§ **Task brief**
Only one portion of the data is to be written out: from the line bearing "position:relative; width:887px; height:1296px;" through the line bearing "filter:drop-shadow(0 0 1px". Write it exactly as it appears.

Saved data entries:
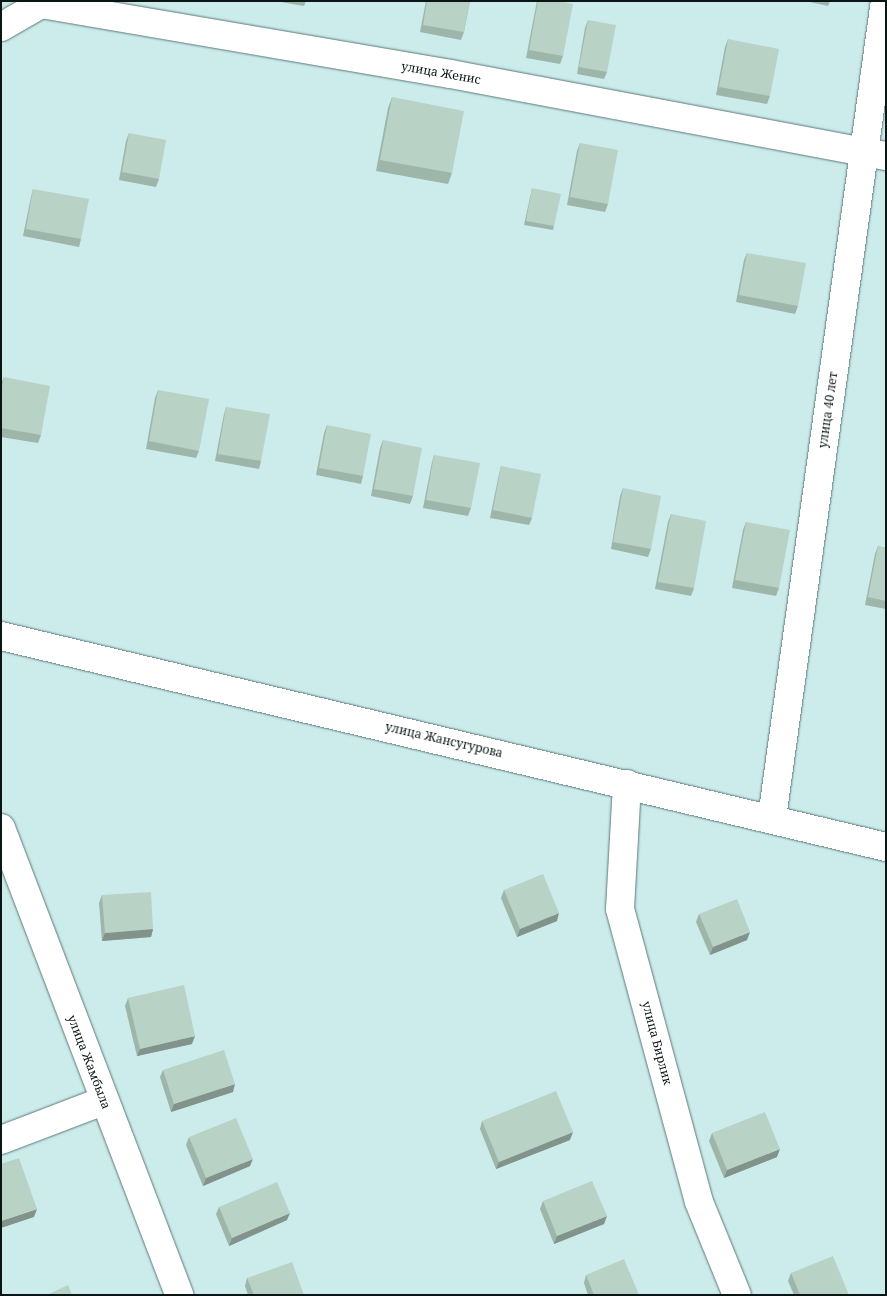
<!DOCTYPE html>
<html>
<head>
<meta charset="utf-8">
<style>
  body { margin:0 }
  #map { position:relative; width:887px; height:1296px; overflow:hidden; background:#ccebeb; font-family:"Noto Serif",serif }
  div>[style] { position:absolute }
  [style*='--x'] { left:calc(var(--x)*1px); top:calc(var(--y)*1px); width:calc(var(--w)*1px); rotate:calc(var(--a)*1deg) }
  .roads { filter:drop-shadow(0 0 1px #5d7979) drop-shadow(0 0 1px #5d7979) }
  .minor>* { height:28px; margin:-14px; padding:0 14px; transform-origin:14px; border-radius:14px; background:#fff }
  .major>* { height:28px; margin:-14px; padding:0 14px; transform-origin:14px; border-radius:14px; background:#fff }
  .wall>* { inset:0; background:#9eb5aa }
  .shaded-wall>* { inset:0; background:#81938b }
  .building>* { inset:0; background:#b8d2c6 }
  span { translate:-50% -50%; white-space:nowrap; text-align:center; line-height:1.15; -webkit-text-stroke:4px #fff; paint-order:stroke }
  .street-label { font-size:12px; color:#0a1515 }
  .frame { position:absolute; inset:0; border:2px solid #0a1515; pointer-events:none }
</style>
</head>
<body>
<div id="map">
  <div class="roads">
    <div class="minor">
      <div style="--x:1;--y:27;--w:46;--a:-29.9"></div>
      <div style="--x:41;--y:4;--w:416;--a:9.7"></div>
      <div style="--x:451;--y:74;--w:443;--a:10.7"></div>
      <div style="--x:627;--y:784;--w:125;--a:93.2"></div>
      <div style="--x:620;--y:909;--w:303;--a:74.9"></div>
      <div style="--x:699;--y:1202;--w:100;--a:67.8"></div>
      <div style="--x:772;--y:818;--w:825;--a:-82.13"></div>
      <div style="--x:1;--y:828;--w:500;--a:69.1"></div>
      <div style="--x:1;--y:1140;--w:109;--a:-20.9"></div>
    </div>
    <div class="major">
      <div style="--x:1;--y:636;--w:910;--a:13.41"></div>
    </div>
  </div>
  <div class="wall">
    <div style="clip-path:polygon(275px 1px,306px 1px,304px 6px)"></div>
    <div style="clip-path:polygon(426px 1px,470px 1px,464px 32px,461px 40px,420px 32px)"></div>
    <div style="clip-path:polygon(537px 1px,560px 1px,563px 56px,560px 64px,526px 58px)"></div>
    <div style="clip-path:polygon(805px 1px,830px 1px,828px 6px)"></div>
    <div style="clip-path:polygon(588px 20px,607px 72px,604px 79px,577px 74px,585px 28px)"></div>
    <div style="clip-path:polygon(728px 39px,770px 96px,767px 104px,716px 95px,725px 47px)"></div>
    <div style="clip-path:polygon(392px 97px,452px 173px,448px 184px,376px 171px,388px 108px)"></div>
    <div style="clip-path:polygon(129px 133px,159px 179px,156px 187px,119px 180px,126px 141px)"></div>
    <div style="clip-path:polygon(580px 143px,608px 204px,605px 212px,567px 205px,577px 151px)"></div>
    <div style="clip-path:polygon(532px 188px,554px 226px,553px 230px,524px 225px)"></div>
    <div style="clip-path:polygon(33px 189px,81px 239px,79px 247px,23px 236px,31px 197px)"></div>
    <div style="clip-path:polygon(747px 253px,798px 306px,795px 314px,736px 302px,744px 260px)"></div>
    <div style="clip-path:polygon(4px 377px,41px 435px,38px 443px,1px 437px,1px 384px)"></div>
    <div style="clip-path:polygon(158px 390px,199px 451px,196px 458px,146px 449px,155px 398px)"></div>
    <div style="clip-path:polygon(226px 407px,261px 461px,259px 469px,215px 461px,224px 414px)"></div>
    <div style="clip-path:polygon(327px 425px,363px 476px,361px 484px,316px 475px,324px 433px)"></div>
    <div style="clip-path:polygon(383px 440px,413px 496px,410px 504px,371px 496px,380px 448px)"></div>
    <div style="clip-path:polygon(434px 455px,471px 508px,468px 516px,423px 508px,432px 462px)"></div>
    <div style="clip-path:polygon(501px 466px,532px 518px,529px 525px,490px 518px,499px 474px)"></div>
    <div style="clip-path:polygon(623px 488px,651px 549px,648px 557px,611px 549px,620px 496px)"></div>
    <div style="clip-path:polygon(671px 514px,694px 588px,691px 596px,655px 589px,668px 522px)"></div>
    <div style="clip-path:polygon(746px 522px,779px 588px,776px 596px,732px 588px,743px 530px)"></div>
    <div style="clip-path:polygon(878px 546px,886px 548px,886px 609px,865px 605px,875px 554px)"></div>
    <div style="clip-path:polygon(504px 890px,557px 921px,517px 937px,501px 898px)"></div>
    <div style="clip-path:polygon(102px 895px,153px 929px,151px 937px,102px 941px,99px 903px)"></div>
    <div style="clip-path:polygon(699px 914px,747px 940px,710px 955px,696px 922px)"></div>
    <div style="clip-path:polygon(128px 998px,192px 1044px,137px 1056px,125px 1006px)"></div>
    <div style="clip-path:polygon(163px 1070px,233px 1092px,171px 1112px,160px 1077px)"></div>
    <div style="clip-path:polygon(482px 1121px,570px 1140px,496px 1169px,480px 1129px)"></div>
    <div style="clip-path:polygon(712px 1133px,777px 1157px,724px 1178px,709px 1141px)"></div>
    <div style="clip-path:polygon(189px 1137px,250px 1166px,203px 1186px,186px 1145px)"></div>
    <div style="clip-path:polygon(543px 1201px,604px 1224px,554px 1244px,540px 1209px)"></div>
    <div style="clip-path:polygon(219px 1207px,287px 1220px,229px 1246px,216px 1214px)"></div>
    <div style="clip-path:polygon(791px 1273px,849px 1295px,794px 1295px,788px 1281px)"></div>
    <div style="clip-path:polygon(586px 1275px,639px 1295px,588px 1295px,584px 1283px)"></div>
    <div style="clip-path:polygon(247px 1278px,304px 1295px,248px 1295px,245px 1286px)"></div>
  </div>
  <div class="shaded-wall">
    <div style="clip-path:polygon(559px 913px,557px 921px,517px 937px,520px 929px)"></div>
    <div style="clip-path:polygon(153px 929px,151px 937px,102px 941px,105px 933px)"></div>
    <div style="clip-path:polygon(750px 932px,747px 940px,710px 955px,713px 947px)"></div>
    <div style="clip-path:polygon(195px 1036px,192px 1044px,137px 1056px,140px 1049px)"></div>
    <div style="clip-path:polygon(235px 1084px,233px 1092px,171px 1112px,174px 1104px)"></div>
    <div style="clip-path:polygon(573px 1132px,570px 1140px,496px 1169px,499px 1162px)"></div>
    <div style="clip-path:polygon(780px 1149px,777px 1157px,724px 1178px,727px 1170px)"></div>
    <div style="clip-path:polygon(253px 1159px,250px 1166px,203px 1186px,206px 1178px)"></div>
    <div style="clip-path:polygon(37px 1209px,34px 1217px,1px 1228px,1px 1221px)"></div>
    <div style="clip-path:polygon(290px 1213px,287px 1220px,229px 1246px,232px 1238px)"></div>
    <div style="clip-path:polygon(607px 1216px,604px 1224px,554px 1244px,557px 1236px)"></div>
  </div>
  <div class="building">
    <div style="clip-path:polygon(427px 1px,470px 1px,464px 32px,423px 25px)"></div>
    <div style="clip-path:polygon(538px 1px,560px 1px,573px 4px,563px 56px,529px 50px)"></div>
    <div style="clip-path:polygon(588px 20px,616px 25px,607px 72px,579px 67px)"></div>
    <div style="clip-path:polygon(728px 39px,779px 49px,770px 96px,719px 87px)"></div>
    <div style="clip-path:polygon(392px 97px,464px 111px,452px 173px,380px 160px)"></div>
    <div style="clip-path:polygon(129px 133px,166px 140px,159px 179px,122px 172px)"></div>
    <div style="clip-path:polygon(580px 143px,618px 150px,608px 204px,570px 197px)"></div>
    <div style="clip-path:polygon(532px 188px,561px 194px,554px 226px,526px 221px)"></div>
    <div style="clip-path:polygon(33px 189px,89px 199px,81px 239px,26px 229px)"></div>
    <div style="clip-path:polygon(747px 253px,806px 263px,798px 306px,739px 295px)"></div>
    <div style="clip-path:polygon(4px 377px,50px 386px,41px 435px,1px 428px,1px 390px)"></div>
    <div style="clip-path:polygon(158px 390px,209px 399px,199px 451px,149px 441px)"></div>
    <div style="clip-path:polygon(226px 407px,270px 414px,261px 461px,218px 454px)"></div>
    <div style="clip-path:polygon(327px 425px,371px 434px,363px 476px,319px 468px)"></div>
    <div style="clip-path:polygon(383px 440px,422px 448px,413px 496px,374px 489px)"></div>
    <div style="clip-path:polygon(434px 455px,480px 463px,471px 508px,426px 500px)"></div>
    <div style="clip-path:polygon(501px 466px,541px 474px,532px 518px,493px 510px)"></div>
    <div style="clip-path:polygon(623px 488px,661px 496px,651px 549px,613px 542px)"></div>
    <div style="clip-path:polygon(671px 514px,706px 521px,694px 588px,658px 582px)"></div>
    <div style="clip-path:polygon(746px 522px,790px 530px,779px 588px,735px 580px)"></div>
    <div style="clip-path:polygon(878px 546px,886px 548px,886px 601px,868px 597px)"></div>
    <div style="clip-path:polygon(543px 874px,559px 913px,520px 929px,504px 890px)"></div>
    <div style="clip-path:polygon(151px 892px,153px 929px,105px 933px,102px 895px)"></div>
    <div style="clip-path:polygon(737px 899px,750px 932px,713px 947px,699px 914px)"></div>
    <div style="clip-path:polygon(184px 985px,195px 1036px,140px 1049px,128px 998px)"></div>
    <div style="clip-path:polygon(224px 1050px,235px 1084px,174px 1104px,163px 1070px)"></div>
    <div style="clip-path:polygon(556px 1091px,573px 1132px,499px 1162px,482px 1121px)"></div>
    <div style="clip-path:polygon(765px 1112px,780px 1149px,727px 1170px,712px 1133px)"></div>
    <div style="clip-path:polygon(236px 1118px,253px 1159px,206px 1178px,189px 1137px)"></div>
    <div style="clip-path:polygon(19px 1158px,37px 1209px,1px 1221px,1px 1164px)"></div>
    <div style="clip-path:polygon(592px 1181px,607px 1216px,557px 1236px,543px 1201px)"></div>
    <div style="clip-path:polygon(277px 1182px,290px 1213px,232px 1238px,219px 1207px)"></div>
    <div style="clip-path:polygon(833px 1256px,849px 1295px,800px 1295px,791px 1273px)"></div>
    <div style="clip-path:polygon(624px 1259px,639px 1295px,594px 1295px,586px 1275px)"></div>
    <div style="clip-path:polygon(292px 1262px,304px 1295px,254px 1295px,247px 1278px)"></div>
    <div style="clip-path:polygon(68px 1285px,72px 1295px,47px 1295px)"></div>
  </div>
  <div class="street-label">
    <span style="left:441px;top:73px;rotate:10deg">улица Женис</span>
    <span style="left:828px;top:410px;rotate:-82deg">улица 40 лет</span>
    <span style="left:444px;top:740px;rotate:13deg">улица Жансугурова</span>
    <span style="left:657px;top:1043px;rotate:75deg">улица Бирлик</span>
    <span style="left:89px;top:1062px;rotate:69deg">улица Жамбыла</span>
  </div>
  <div class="frame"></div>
</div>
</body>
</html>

§ **Task answer**
  #map { position:relative; width:887px; height:1296px; overflow:hidden; background:#ccebeb; font-family:"Noto Serif",serif }
  div>[style] { position:absolute }
  [style*='--x'] { left:calc(var(--x)*1px); top:calc(var(--y)*1px); width:calc(var(--w)*1px); rotate:calc(var(--a)*1deg) }
  .roads { filter:drop-shadow(0 0 1px #5d7979) drop-shadow(0 0 1px #5d7979) }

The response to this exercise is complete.